Directions: Your answer must be every line below, repeated exactly.

Collected data:
--- START ---
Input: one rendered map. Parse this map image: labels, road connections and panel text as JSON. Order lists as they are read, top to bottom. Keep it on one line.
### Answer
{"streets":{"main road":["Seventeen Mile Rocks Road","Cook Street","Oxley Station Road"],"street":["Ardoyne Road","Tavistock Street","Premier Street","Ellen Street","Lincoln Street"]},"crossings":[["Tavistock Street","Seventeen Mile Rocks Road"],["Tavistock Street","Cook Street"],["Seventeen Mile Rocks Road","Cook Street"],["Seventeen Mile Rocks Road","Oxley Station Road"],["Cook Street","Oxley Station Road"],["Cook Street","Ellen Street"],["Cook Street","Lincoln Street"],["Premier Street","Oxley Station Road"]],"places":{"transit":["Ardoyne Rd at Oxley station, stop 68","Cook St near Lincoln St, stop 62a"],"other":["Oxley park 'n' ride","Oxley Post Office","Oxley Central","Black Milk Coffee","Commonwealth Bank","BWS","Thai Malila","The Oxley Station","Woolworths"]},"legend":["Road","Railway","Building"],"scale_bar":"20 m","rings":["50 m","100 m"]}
--- END ---
The answer:
Input: one rendered map. Parse this map image: labels, road connections and panel text as JSON. Order lists as they are read, top to bottom. Keep it on one line.
### Answer
{"streets":{"main road":["Seventeen Mile Rocks Road","Cook Street","Oxley Station Road"],"street":["Ardoyne Road","Tavistock Street","Premier Street","Ellen Street","Lincoln Street"]},"crossings":[["Tavistock Street","Seventeen Mile Rocks Road"],["Tavistock Street","Cook Street"],["Seventeen Mile Rocks Road","Cook Street"],["Seventeen Mile Rocks Road","Oxley Station Road"],["Cook Street","Oxley Station Road"],["Cook Street","Ellen Street"],["Cook Street","Lincoln Street"],["Premier Street","Oxley Station Road"]],"places":{"transit":["Ardoyne Rd at Oxley station, stop 68","Cook St near Lincoln St, stop 62a"],"other":["Oxley park 'n' ride","Oxley Post Office","Oxley Central","Black Milk Coffee","Commonwealth Bank","BWS","Thai Malila","The Oxley Station","Woolworths"]},"legend":["Road","Railway","Building"],"scale_bar":"20 m","rings":["50 m","100 m"]}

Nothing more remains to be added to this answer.